Pick out all lines with the word "relate" from the records that follow.

====== Stored data

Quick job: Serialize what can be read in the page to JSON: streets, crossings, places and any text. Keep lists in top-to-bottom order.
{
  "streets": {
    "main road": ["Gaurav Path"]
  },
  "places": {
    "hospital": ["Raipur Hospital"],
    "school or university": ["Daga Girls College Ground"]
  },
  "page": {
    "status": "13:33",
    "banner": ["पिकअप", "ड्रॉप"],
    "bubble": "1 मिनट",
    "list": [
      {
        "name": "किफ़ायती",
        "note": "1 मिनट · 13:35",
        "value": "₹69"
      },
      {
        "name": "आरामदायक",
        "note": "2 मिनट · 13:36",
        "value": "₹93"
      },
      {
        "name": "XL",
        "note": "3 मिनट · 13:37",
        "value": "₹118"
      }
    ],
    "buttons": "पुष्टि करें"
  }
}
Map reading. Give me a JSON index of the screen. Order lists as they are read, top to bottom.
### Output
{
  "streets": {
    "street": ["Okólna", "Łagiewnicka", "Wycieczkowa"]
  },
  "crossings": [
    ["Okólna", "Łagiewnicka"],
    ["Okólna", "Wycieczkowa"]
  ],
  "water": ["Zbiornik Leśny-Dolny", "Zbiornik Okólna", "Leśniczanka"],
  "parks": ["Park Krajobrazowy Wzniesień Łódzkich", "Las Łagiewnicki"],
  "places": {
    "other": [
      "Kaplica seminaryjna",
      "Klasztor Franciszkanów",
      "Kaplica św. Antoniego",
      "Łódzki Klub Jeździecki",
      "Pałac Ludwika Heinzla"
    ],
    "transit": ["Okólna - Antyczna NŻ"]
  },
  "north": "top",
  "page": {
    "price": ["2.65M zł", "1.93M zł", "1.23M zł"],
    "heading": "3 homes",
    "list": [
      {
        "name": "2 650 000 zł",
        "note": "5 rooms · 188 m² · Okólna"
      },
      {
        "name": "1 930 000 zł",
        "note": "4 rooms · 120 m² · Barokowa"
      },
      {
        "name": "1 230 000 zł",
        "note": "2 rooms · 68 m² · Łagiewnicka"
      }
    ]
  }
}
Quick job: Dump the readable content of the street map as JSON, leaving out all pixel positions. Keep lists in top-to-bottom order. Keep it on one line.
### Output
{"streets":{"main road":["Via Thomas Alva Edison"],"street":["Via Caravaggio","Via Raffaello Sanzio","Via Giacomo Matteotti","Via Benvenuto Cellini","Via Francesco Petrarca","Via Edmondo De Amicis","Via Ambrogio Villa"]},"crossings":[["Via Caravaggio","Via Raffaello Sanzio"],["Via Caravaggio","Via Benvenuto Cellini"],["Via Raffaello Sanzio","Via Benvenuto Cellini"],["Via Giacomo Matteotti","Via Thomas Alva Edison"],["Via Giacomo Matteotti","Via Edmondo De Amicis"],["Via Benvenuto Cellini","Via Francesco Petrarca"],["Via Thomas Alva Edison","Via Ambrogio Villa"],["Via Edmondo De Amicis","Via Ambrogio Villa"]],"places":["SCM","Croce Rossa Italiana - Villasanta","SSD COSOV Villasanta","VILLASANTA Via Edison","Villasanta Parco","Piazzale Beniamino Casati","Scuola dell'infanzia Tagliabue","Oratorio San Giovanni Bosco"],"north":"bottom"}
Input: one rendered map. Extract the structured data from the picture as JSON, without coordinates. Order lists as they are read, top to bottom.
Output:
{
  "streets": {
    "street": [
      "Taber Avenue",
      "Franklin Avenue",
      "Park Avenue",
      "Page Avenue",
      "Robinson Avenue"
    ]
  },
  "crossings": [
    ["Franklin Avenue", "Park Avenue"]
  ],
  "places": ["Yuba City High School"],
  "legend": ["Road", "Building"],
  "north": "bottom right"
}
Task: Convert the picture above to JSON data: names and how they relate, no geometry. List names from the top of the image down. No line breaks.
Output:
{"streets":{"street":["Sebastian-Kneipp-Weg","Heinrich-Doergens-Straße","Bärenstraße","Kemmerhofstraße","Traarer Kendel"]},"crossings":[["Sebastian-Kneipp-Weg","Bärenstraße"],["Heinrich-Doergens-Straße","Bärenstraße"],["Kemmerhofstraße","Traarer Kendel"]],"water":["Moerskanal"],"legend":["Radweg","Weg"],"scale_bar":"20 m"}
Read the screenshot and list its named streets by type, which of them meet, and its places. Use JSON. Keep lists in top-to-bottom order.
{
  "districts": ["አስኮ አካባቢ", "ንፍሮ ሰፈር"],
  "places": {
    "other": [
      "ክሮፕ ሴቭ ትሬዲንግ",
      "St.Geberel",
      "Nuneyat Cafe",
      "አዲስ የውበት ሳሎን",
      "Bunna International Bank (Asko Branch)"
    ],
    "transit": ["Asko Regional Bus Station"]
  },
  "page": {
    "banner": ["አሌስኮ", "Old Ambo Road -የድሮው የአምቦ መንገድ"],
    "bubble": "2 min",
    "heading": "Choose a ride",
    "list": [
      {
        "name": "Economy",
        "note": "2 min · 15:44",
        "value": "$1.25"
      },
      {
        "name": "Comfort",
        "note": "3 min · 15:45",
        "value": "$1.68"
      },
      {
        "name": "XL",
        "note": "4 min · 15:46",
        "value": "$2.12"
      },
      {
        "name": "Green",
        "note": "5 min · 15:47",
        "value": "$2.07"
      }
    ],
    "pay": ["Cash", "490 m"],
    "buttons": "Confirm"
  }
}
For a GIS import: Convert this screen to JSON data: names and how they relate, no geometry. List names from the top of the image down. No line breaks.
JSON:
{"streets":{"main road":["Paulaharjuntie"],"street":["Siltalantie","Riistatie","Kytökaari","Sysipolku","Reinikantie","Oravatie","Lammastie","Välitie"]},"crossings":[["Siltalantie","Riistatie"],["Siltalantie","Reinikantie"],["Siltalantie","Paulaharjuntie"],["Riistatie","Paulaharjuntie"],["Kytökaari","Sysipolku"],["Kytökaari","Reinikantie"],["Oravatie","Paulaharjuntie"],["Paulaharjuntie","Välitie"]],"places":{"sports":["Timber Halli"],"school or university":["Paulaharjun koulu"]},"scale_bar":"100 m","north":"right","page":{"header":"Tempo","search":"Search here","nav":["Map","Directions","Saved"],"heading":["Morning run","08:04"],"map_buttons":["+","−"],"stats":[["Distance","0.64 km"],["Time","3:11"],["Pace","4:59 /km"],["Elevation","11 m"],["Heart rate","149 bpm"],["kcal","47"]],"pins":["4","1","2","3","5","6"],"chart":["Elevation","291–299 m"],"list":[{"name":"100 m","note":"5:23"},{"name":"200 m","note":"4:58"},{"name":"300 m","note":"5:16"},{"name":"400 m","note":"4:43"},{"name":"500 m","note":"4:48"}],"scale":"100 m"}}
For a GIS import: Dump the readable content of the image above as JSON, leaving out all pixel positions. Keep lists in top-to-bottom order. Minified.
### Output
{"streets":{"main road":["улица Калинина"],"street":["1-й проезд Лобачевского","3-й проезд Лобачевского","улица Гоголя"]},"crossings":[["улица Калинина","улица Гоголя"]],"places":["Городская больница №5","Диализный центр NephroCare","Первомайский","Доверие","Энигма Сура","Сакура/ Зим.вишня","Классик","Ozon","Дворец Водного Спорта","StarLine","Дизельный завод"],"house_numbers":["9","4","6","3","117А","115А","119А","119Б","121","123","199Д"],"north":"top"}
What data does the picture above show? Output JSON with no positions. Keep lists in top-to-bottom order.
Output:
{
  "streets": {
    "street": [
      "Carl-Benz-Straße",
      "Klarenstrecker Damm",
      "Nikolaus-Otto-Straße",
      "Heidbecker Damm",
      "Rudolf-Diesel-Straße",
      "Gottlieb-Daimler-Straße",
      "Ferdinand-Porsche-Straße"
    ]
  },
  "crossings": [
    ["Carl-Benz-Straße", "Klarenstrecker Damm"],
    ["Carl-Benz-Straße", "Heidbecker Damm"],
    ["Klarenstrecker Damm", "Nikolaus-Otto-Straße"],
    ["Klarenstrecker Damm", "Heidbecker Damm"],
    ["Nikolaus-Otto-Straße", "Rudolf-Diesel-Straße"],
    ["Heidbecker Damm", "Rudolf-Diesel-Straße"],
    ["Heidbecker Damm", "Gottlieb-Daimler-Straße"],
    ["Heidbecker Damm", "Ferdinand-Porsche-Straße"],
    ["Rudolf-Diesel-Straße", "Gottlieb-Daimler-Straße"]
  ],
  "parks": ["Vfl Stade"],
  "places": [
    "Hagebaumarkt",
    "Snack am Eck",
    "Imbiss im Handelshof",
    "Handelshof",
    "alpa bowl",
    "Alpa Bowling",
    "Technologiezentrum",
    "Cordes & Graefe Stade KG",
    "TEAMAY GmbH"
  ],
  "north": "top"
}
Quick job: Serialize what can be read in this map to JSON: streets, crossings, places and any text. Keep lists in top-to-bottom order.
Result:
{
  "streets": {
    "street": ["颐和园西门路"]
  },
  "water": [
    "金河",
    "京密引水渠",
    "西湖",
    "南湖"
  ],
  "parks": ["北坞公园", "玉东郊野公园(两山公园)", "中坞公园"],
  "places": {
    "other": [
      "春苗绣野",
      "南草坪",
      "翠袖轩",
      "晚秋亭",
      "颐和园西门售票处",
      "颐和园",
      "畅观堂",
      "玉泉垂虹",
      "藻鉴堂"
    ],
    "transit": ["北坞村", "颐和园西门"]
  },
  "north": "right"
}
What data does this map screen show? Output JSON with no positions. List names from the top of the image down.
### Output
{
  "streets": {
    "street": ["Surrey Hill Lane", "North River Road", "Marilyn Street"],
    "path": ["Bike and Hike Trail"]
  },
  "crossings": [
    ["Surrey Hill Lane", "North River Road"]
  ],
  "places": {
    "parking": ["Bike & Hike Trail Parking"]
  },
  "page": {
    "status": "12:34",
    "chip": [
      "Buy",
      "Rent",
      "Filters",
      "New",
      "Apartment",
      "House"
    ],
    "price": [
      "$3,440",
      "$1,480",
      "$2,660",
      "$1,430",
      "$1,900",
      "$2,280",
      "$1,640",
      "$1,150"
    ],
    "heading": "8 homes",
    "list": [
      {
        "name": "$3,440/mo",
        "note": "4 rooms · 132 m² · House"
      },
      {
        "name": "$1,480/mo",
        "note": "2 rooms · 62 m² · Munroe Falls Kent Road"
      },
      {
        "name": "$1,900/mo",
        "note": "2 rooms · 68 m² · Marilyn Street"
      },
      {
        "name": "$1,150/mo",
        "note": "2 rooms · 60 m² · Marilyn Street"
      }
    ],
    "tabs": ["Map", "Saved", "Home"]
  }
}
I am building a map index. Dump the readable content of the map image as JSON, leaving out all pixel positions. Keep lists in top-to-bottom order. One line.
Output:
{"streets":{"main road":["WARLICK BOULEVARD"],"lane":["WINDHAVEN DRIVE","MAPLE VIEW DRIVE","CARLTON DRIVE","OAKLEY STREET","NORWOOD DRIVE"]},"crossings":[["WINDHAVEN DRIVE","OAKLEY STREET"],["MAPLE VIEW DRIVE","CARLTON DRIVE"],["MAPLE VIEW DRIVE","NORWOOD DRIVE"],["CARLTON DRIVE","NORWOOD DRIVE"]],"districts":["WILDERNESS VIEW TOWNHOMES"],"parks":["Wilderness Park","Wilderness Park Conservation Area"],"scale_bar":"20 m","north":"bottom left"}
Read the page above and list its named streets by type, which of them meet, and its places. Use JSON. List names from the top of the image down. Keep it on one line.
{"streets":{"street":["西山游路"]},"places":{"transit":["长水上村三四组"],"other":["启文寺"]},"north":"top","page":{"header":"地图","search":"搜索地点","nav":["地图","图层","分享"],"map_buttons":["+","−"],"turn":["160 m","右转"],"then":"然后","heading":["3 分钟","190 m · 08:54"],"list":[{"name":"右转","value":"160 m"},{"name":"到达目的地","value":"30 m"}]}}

============

### Reply
Task: Convert the picture above to JSON data: names and how they relate, no geometry. List names from the top of the image down. No line breaks.
For a GIS import: Convert this screen to JSON data: names and how they relate, no geometry. List names from the top of the image down. No line breaks.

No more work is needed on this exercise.